[SUPPLIED DATA]

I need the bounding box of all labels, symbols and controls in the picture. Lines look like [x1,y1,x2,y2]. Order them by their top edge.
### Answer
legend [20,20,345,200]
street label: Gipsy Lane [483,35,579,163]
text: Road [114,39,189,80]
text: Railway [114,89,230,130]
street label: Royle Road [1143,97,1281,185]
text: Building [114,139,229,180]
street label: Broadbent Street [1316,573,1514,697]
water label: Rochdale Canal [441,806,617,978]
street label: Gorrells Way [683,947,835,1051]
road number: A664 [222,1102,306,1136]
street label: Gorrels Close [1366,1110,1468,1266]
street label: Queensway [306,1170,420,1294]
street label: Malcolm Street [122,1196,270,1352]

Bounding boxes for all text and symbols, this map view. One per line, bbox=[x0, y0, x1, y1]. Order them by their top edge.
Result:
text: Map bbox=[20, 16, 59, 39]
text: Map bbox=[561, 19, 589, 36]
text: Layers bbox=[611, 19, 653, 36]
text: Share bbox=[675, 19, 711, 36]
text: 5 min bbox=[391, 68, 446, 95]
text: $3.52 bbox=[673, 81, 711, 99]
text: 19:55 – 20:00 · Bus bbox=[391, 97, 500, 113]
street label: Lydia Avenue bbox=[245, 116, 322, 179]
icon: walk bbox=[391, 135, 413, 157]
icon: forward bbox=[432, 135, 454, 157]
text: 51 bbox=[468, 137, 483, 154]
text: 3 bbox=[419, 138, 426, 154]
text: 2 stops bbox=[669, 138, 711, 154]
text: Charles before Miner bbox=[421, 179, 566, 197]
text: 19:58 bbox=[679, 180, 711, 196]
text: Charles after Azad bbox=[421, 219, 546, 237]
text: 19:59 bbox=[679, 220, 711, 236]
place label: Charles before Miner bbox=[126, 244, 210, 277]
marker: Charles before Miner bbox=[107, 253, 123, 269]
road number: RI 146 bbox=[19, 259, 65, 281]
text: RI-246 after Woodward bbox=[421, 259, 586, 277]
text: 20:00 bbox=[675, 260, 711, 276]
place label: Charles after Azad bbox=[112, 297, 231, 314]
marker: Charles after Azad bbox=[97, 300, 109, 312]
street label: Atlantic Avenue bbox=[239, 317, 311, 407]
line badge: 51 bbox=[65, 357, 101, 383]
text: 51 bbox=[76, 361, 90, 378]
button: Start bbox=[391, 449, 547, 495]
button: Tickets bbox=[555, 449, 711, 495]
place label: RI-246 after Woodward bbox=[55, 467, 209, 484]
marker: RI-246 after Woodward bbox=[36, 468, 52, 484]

[/SUPPLIED DATA]

[WHAT YOU SHOULD DO] If a line in the records above has the word "Azad", copy it out.

[ANSWER SPACE]
text: Charles after Azad bbox=[421, 219, 546, 237]
place label: Charles after Azad bbox=[112, 297, 231, 314]
marker: Charles after Azad bbox=[97, 300, 109, 312]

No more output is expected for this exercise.